A map-first way to read catastrophe risk. Atlas lays hazard over place, so risk reads where it actually lands. The current public study shows one tropical-cyclone layer over one region, the Greater Bay Area, on Edgion's own 3 km storm simulations. Further perils and regions are on the roadmap as their physics lands.
Most catastrophe output arrives as a single loss number for a portfolio. That hides the thing a decision actually turns on: where the hazard lands, how far it reaches, and which assets sit inside the footprint.
Atlas is map-first. Each peril is a layer you can switch on over a real region, read against a calibrated scale, and trace down to the asset. Today only one layer is modelled, built on physics rather than a fitted curve.
The tropical-cyclone module over the Greater Bay Area. Pick a storm, switch the hazard layer, and read the footprint against its scale. Every map below is an Edgion 3 km simulation, not stock imagery.
Drop a location and Atlas reads the current study layer at that place. Where a peril is modelled, the readout carries the real metric and its scale; where it is not yet, the row stays explicitly open rather than guessing a number.

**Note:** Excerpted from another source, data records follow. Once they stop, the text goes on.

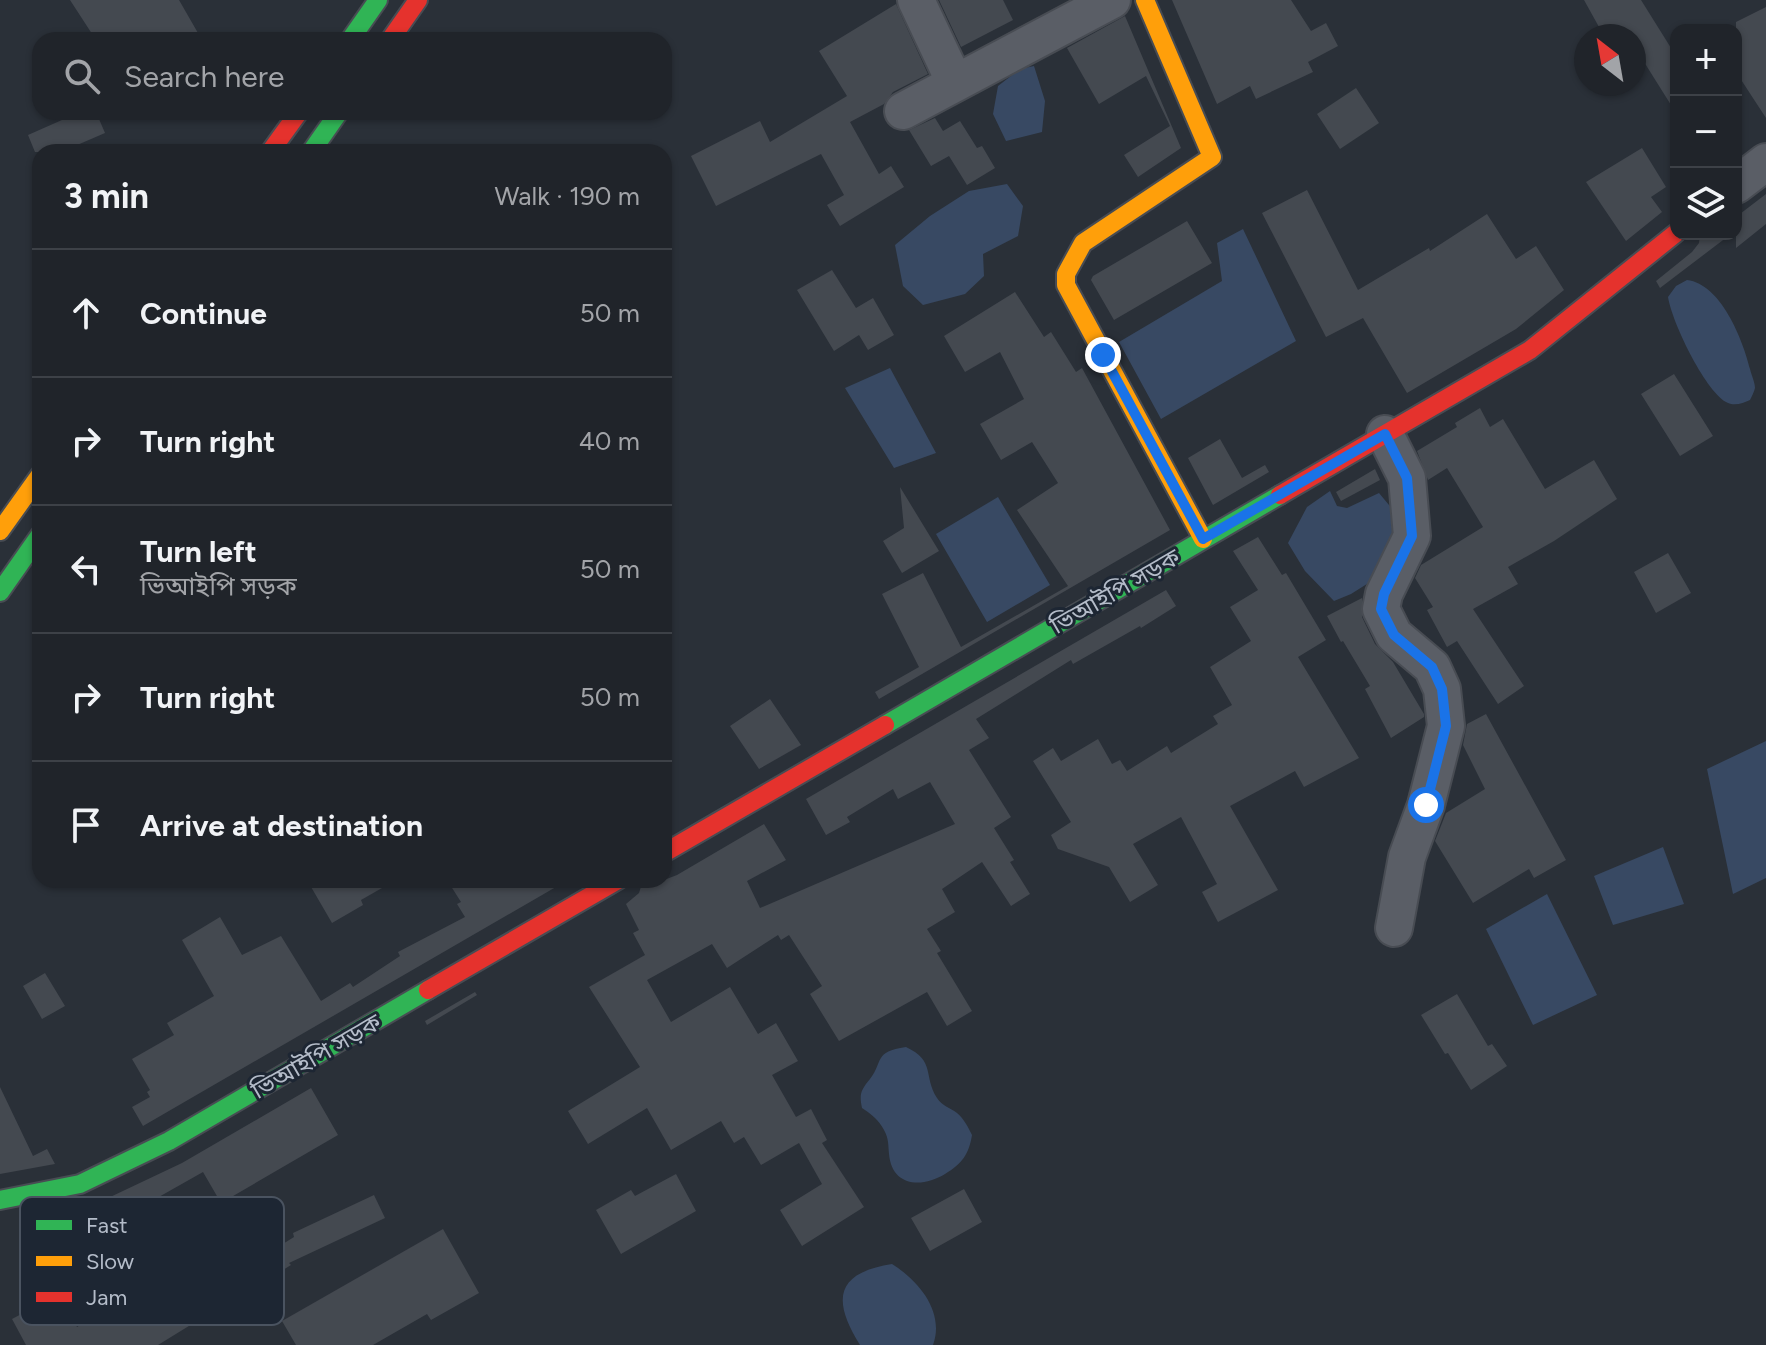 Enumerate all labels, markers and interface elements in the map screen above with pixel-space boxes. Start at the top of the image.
north arrow [1574,24,1646,96]
map controls [1670,24,1742,240]
button: + [1670,24,1742,96]
search box [32,32,672,120]
icon: search [60,54,104,98]
text: Search here [124,58,284,95]
button: − [1670,96,1742,168]
button: layers [1670,168,1742,240]
text: 3 min [64,176,149,217]
text: Walk · 190 m [494,180,640,212]
icon: ahead [64,291,108,335]
text: Continue [140,295,267,332]
text: 50 m [580,297,640,329]
route end [1085,337,1121,373]
icon: right [64,419,108,463]
text: Turn right [140,423,275,460]
text: 40 m [579,425,640,457]
text: Turn left [140,533,257,570]
street label: ভিআইপি সড়ক [1044,542,1185,640]
icon: left [64,547,108,591]
text: 50 m [580,553,640,585]
text: ভিআইপি সড়ক [140,570,297,602]
icon: right [64,675,108,719]
text: Turn right [140,679,275,716]
text: 50 m [580,681,640,713]
route start [1408,787,1444,823]
icon: arrive [64,803,108,847]
text: Arrive at destination [140,807,423,844]
street label: ভিআইপি সড়ক [245,1007,386,1105]
legend [20,1197,284,1325]
text: Fast [86,1212,128,1239]
text: Slow [86,1248,135,1275]
text: Jam [86,1284,127,1311] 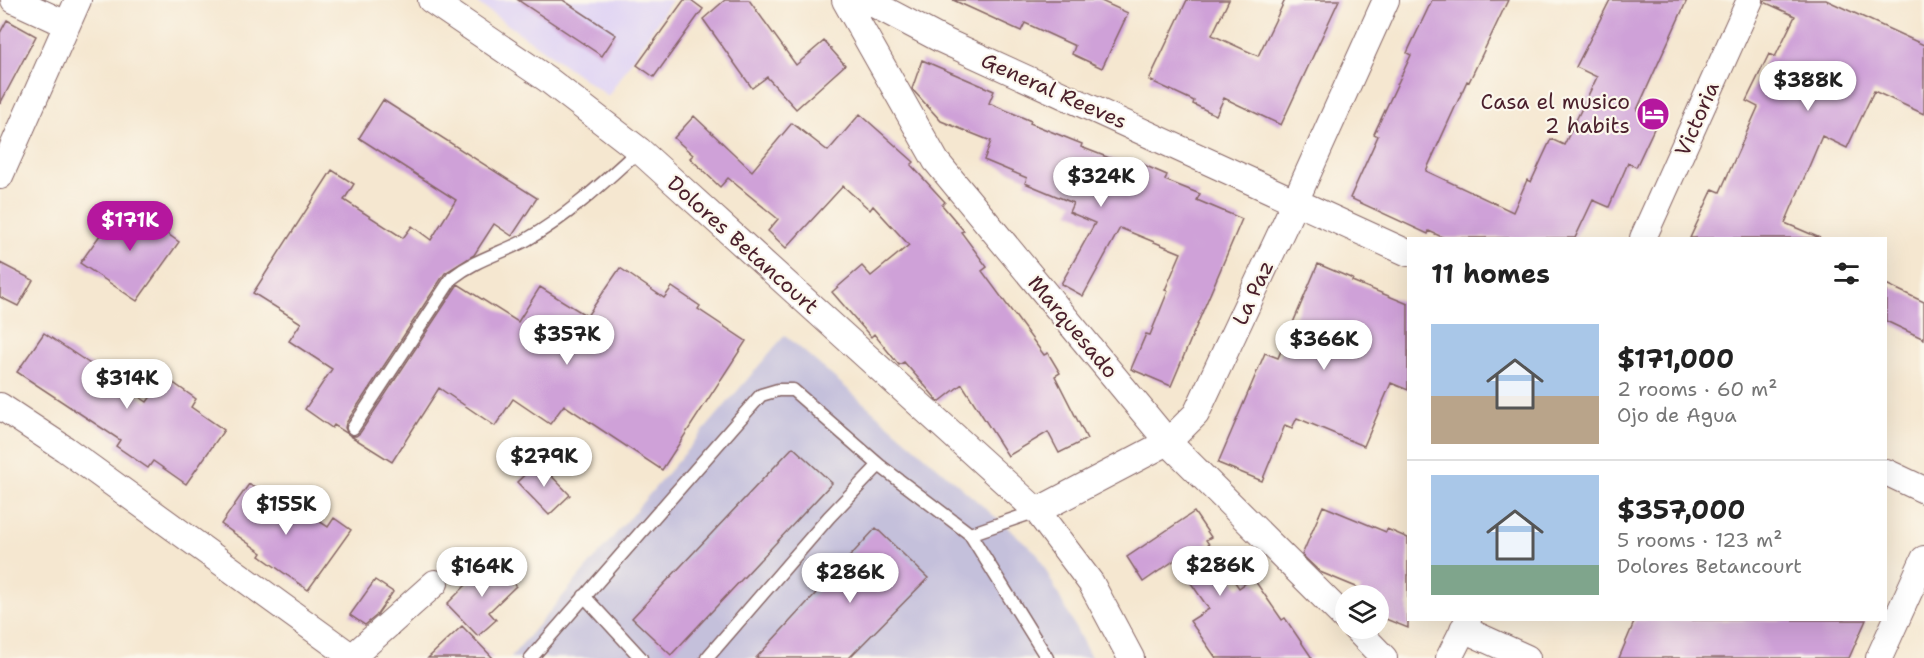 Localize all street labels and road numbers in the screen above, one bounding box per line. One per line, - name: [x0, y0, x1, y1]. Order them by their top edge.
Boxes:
- street label: General Reeves: [977, 46, 1131, 136]
- street label: Victoria: [1668, 77, 1726, 161]
- street label: Dolores Betancourt: [661, 170, 825, 320]
- street label: La Paz: [1226, 256, 1280, 330]
- street label: Marquesado: [1022, 270, 1124, 384]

// note: Atlas is a map-first catastrophe risk demo with one current public study module (tropical cyclone) over the Greater Bay Area. Layers shown as roadmap are not yet modelled and carry no result figures. Current maps are Edgion 3 km storyline simulations; they are physics-based stress tests of how past storms could reorganise under warming, not forecasts of specific future events, and are illustrative rather than a guarantee for any individual asset.